____ Extracted records

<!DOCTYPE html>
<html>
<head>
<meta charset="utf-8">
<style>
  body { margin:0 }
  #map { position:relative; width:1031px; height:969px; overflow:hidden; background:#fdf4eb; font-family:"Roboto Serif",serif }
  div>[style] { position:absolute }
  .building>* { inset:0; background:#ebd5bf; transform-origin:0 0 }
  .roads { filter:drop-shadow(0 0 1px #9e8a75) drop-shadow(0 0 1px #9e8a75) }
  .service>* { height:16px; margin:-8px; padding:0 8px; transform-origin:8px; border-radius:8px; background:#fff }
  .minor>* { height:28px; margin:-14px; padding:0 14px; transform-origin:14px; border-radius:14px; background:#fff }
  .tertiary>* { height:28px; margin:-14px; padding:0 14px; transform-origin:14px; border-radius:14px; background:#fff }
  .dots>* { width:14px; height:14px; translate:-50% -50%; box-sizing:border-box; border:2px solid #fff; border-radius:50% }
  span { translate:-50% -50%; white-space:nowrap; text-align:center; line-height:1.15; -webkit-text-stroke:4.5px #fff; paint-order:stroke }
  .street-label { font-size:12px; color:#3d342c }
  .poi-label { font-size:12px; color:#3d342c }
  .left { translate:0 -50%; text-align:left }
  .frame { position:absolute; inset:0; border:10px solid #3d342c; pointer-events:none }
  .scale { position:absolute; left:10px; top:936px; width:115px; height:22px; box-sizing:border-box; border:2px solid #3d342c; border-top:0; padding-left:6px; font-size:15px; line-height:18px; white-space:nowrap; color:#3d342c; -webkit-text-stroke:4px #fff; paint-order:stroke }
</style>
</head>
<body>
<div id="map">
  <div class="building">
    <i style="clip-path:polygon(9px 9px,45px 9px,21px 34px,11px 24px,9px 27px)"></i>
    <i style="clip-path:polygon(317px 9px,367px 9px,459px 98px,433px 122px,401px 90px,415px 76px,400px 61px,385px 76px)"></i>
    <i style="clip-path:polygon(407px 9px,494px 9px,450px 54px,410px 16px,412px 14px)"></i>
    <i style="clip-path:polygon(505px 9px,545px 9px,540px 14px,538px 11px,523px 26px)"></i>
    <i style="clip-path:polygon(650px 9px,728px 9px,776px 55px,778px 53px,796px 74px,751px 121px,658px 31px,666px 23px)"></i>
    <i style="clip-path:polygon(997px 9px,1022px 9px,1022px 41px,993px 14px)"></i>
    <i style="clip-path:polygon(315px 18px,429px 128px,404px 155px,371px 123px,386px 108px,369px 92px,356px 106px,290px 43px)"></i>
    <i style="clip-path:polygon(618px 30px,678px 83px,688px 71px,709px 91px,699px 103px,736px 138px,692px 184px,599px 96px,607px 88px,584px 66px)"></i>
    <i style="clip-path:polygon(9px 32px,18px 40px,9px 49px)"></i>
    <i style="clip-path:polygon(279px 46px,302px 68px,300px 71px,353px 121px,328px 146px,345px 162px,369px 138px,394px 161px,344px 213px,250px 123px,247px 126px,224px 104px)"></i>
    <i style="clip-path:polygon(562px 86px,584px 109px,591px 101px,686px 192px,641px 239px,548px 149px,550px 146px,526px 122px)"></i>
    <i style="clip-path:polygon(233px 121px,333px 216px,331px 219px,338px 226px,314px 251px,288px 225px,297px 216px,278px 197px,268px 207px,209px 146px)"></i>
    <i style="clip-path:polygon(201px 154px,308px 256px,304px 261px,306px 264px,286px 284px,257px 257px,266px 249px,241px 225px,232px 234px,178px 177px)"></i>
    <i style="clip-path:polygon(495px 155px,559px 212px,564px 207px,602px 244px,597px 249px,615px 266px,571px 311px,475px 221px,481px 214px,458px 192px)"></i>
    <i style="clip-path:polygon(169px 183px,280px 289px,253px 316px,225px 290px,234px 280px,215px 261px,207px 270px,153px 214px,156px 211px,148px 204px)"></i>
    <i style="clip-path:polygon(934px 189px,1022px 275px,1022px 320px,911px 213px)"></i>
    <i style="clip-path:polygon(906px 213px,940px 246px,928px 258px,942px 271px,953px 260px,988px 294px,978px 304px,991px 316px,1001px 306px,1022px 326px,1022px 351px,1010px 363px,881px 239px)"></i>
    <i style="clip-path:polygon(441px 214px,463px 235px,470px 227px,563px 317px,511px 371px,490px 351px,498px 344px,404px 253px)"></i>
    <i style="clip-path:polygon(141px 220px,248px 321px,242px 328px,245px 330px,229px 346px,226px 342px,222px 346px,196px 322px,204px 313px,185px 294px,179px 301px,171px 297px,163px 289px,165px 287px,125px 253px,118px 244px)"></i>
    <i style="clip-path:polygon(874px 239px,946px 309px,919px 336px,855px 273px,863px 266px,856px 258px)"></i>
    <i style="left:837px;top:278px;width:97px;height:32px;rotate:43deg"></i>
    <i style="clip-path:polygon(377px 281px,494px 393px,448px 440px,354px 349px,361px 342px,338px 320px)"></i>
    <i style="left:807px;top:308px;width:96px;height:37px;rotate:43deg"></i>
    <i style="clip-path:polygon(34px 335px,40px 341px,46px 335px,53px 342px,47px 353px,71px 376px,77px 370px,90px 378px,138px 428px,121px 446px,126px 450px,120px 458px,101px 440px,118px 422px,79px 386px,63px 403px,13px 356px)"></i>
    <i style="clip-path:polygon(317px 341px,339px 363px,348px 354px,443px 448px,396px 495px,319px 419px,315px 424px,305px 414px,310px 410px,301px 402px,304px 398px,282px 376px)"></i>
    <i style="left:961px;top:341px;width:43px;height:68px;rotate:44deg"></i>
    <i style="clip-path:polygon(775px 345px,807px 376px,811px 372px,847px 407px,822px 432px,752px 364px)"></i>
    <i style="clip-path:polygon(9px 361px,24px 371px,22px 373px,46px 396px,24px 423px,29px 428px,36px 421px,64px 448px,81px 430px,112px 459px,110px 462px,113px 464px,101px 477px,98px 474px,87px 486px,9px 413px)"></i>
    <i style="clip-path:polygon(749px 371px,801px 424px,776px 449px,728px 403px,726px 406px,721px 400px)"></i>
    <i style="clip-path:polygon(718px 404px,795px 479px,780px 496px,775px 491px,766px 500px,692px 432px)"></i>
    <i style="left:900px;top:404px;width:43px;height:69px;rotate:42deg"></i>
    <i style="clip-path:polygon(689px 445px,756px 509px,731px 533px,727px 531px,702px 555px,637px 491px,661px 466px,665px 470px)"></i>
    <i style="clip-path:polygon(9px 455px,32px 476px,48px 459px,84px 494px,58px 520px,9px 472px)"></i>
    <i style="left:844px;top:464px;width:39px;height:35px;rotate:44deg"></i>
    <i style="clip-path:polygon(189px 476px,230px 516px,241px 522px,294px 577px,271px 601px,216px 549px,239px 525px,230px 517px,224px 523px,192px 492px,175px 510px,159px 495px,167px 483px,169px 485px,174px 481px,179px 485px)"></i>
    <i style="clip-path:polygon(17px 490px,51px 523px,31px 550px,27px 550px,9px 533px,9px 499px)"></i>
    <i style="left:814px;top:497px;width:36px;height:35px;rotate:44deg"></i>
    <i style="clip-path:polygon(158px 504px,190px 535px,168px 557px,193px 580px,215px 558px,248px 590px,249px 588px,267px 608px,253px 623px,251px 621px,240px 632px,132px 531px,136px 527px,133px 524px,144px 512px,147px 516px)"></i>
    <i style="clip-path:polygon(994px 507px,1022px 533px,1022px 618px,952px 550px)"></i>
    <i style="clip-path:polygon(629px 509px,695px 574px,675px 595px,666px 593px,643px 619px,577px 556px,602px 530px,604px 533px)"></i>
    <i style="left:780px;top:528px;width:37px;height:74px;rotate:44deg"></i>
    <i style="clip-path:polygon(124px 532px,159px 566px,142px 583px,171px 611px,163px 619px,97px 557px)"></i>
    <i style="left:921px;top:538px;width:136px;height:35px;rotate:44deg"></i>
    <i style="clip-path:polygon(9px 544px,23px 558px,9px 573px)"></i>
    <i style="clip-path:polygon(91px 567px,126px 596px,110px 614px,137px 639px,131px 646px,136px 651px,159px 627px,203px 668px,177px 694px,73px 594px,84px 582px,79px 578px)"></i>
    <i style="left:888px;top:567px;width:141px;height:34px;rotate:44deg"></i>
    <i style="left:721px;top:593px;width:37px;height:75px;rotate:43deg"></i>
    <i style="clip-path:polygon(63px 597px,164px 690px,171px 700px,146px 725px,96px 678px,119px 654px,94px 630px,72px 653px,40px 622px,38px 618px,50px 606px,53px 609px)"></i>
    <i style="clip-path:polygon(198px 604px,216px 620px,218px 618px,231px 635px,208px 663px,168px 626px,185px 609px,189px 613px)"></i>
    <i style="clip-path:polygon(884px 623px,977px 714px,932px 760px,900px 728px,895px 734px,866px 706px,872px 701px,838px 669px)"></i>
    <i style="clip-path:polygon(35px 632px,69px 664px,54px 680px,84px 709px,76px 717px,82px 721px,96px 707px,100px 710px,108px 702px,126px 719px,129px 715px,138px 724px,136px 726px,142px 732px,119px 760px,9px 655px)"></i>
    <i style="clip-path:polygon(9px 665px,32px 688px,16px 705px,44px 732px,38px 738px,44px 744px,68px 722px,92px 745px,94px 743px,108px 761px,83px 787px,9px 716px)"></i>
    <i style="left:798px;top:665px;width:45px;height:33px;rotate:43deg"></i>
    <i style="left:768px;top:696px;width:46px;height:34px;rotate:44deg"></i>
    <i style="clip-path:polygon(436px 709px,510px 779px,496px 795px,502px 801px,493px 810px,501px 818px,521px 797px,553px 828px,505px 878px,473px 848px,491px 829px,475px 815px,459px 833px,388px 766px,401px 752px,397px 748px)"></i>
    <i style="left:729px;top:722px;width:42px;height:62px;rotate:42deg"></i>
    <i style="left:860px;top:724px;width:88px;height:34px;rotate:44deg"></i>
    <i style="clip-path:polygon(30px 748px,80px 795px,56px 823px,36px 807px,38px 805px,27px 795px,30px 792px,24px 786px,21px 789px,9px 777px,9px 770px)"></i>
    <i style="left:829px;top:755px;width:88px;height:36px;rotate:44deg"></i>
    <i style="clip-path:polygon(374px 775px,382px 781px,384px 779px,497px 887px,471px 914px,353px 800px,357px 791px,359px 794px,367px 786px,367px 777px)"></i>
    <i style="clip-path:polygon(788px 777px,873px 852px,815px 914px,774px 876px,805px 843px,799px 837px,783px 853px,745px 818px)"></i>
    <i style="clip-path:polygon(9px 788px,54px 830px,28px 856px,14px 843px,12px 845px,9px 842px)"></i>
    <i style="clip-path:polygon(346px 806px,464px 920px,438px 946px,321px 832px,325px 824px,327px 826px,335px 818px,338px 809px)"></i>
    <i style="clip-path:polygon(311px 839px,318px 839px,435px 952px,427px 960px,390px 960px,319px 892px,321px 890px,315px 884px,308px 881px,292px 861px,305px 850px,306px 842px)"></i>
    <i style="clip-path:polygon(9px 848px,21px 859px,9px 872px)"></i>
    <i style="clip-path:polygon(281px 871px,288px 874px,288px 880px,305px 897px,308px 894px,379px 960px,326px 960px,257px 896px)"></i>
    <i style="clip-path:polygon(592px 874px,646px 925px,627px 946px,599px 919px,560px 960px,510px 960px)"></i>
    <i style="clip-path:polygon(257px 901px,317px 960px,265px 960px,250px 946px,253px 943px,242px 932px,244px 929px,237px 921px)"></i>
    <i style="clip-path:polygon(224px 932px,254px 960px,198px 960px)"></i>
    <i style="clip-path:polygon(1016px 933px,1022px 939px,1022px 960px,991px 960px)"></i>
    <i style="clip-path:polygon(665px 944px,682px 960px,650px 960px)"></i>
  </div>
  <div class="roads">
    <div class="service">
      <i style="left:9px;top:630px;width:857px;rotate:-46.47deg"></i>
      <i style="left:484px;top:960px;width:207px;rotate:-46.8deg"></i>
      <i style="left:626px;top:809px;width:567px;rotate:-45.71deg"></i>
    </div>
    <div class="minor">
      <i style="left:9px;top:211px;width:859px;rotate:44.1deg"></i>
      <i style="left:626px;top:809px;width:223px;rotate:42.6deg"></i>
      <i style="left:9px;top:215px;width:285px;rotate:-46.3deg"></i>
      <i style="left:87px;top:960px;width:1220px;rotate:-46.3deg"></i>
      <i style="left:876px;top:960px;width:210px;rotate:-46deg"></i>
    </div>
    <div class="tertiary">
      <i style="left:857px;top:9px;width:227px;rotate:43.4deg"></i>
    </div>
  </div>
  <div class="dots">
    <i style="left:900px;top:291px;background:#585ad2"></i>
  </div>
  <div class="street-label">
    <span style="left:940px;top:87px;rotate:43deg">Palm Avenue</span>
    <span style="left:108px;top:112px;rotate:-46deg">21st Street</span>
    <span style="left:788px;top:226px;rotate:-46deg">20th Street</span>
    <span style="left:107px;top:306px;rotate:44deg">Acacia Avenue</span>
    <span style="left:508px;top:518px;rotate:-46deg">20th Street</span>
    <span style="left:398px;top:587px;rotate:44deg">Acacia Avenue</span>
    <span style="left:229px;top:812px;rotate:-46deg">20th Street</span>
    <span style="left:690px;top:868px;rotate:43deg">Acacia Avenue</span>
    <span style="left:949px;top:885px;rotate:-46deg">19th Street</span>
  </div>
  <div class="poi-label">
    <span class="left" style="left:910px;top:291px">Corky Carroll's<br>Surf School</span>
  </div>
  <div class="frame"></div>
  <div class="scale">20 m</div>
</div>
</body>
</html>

________

» About this task: Type out again, exactly as written, the lines from the beginning of the material through the one containing "width:14px; height:14px; translate:-50%".

» Response area:
<!DOCTYPE html>
<html>
<head>
<meta charset="utf-8">
<style>
  body { margin:0 }
  #map { position:relative; width:1031px; height:969px; overflow:hidden; background:#fdf4eb; font-family:"Roboto Serif",serif }
  div>[style] { position:absolute }
  .building>* { inset:0; background:#ebd5bf; transform-origin:0 0 }
  .roads { filter:drop-shadow(0 0 1px #9e8a75) drop-shadow(0 0 1px #9e8a75) }
  .service>* { height:16px; margin:-8px; padding:0 8px; transform-origin:8px; border-radius:8px; background:#fff }
  .minor>* { height:28px; margin:-14px; padding:0 14px; transform-origin:14px; border-radius:14px; background:#fff }
  .tertiary>* { height:28px; margin:-14px; padding:0 14px; transform-origin:14px; border-radius:14px; background:#fff }
  .dots>* { width:14px; height:14px; translate:-50% -50%; box-sizing:border-box; border:2px solid #fff; border-radius:50% }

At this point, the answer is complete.